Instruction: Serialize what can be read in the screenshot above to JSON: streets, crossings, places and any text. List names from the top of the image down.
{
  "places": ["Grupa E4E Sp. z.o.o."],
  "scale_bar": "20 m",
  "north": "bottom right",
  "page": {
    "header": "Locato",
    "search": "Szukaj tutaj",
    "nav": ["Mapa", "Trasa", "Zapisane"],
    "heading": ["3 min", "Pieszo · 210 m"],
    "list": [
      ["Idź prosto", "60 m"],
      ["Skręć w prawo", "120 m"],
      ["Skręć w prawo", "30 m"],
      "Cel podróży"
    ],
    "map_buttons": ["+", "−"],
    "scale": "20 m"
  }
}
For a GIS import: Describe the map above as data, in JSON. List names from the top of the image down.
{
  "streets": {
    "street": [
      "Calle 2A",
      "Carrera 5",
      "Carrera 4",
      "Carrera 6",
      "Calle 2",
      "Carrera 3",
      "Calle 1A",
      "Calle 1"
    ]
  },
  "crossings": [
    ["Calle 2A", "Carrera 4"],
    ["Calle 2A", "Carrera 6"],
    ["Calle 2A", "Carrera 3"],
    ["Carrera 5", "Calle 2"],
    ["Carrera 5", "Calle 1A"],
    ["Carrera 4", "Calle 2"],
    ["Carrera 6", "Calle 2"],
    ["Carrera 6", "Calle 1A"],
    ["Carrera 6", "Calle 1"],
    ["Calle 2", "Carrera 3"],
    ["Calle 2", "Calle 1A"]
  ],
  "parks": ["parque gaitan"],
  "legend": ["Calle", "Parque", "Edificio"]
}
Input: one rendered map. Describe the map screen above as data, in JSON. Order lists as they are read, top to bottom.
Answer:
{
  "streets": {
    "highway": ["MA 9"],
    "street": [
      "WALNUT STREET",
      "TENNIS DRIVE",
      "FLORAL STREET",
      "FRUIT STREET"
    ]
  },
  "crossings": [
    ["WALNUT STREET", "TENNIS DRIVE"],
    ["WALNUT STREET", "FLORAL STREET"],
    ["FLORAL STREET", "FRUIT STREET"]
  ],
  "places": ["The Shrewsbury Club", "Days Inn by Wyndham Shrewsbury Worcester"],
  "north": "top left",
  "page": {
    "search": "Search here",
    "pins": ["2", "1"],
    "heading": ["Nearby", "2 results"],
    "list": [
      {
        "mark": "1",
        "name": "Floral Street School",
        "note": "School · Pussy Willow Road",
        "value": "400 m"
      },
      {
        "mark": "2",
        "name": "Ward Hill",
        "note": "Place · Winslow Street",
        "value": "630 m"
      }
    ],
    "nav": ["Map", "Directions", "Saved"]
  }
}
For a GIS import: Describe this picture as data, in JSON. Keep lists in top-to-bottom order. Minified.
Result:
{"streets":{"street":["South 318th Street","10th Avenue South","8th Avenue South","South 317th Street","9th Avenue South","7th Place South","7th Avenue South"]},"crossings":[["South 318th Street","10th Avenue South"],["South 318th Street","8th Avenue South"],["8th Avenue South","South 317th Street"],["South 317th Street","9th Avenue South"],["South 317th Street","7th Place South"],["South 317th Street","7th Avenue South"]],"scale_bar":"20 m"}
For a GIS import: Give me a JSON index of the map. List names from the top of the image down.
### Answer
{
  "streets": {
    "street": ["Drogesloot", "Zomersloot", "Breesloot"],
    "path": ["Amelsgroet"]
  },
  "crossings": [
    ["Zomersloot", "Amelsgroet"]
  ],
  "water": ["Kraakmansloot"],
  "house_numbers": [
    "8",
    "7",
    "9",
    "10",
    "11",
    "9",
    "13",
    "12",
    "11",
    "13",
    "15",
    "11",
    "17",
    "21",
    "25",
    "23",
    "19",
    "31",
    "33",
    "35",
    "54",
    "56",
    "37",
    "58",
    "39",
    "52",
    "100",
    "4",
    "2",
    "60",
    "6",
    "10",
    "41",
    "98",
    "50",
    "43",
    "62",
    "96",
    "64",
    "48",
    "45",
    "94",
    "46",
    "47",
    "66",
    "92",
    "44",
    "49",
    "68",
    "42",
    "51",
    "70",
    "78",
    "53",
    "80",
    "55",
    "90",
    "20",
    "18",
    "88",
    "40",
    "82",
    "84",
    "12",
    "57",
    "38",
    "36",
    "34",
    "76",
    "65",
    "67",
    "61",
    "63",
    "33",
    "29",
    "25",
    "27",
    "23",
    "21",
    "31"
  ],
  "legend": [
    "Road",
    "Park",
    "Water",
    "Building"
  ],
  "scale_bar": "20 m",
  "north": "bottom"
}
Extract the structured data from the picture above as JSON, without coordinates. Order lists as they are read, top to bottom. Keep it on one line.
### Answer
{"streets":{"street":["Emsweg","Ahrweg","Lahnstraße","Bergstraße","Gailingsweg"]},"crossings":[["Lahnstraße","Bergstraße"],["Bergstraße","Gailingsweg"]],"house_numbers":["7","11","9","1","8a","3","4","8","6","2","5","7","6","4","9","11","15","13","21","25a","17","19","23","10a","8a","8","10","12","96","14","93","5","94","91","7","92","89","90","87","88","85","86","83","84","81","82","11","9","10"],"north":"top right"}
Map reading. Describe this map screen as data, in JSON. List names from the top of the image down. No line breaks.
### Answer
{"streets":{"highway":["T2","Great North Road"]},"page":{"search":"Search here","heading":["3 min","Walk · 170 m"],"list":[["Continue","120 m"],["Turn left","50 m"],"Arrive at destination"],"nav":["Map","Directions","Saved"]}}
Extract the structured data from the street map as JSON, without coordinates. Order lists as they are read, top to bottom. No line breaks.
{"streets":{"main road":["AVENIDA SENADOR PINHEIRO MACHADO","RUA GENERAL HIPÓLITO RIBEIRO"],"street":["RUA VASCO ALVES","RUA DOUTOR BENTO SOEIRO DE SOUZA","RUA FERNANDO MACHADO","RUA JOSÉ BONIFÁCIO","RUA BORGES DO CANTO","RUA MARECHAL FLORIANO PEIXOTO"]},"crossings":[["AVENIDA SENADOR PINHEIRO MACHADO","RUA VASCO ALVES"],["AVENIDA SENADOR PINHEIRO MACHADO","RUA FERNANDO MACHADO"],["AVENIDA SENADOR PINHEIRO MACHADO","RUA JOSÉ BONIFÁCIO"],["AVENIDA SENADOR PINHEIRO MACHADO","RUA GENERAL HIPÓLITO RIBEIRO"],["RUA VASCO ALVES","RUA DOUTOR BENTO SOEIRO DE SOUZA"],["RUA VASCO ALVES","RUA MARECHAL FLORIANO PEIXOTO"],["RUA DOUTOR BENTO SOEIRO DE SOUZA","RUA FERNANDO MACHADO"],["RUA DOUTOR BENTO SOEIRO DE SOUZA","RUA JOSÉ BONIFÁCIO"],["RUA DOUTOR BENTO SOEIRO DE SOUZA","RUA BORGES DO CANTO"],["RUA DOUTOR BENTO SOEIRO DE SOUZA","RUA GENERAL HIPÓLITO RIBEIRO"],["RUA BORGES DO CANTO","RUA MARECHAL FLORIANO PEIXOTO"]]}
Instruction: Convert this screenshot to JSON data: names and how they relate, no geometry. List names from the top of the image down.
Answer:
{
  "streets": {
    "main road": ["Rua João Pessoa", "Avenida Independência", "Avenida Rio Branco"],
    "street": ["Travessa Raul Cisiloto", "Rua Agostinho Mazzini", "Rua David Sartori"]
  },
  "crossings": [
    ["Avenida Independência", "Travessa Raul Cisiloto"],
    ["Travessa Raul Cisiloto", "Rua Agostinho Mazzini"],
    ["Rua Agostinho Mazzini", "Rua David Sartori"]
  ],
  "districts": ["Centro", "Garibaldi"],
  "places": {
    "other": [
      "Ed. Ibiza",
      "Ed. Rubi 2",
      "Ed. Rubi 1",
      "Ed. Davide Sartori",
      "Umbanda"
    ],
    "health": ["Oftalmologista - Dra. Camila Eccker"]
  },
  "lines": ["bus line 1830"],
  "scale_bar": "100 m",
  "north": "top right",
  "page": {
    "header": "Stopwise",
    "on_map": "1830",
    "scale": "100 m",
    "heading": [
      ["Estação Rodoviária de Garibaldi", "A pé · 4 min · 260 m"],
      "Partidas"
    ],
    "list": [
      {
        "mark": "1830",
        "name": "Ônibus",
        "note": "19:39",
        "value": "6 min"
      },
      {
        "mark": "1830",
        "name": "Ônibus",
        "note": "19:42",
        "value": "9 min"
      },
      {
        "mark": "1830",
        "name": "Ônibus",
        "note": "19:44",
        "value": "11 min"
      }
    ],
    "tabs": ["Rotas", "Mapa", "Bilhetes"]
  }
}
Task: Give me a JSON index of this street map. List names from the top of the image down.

— PROBLEM STATEMENT —
Which lines of the records contain "Keep"? Show each of them.

— TASK ANSWER —
For a GIS import: Describe this picture as data, in JSON. Keep lists in top-to-bottom order. Minified.
Extract the structured data from the picture above as JSON, without coordinates. Order lists as they are read, top to bottom. Keep it on one line.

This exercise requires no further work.